▶ PROMPT: Show the lines below where "controls" occurs.

SUPPLIED RECORDS Start Marker

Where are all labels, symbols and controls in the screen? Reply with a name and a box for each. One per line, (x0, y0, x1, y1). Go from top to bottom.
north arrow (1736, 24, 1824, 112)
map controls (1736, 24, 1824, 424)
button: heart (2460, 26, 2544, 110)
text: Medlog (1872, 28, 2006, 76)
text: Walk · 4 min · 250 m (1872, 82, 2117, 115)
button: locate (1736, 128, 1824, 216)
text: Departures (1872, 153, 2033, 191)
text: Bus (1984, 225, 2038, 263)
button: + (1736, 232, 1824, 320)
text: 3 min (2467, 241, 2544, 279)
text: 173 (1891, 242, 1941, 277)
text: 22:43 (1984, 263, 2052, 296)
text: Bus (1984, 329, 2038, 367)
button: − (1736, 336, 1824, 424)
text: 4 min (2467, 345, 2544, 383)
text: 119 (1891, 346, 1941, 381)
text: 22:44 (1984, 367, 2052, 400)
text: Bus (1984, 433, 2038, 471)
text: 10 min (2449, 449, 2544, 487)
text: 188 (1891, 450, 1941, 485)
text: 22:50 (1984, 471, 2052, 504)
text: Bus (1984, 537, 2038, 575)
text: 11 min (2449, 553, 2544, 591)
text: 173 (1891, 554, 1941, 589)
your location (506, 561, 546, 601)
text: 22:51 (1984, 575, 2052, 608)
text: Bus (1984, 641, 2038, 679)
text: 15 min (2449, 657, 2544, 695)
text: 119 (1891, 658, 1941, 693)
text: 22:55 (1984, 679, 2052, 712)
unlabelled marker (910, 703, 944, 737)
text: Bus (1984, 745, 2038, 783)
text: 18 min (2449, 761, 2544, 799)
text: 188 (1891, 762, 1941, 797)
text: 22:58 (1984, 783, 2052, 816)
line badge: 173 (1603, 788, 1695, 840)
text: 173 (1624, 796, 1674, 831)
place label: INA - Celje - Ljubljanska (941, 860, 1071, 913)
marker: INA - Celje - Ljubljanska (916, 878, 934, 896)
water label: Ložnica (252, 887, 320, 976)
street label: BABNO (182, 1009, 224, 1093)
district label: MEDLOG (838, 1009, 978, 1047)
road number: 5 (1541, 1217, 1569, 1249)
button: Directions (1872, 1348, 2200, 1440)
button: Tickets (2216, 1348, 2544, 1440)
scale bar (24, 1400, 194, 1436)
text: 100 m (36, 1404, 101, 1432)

SUPPLIED RECORDS End Marker

▶ TASK OUTPUT:
Where are all labels, symbols and controls in the screen? Reply with a name and a box for each. One per line, (x0, y0, x1, y1). Go from top to bottom.
map controls (1736, 24, 1824, 424)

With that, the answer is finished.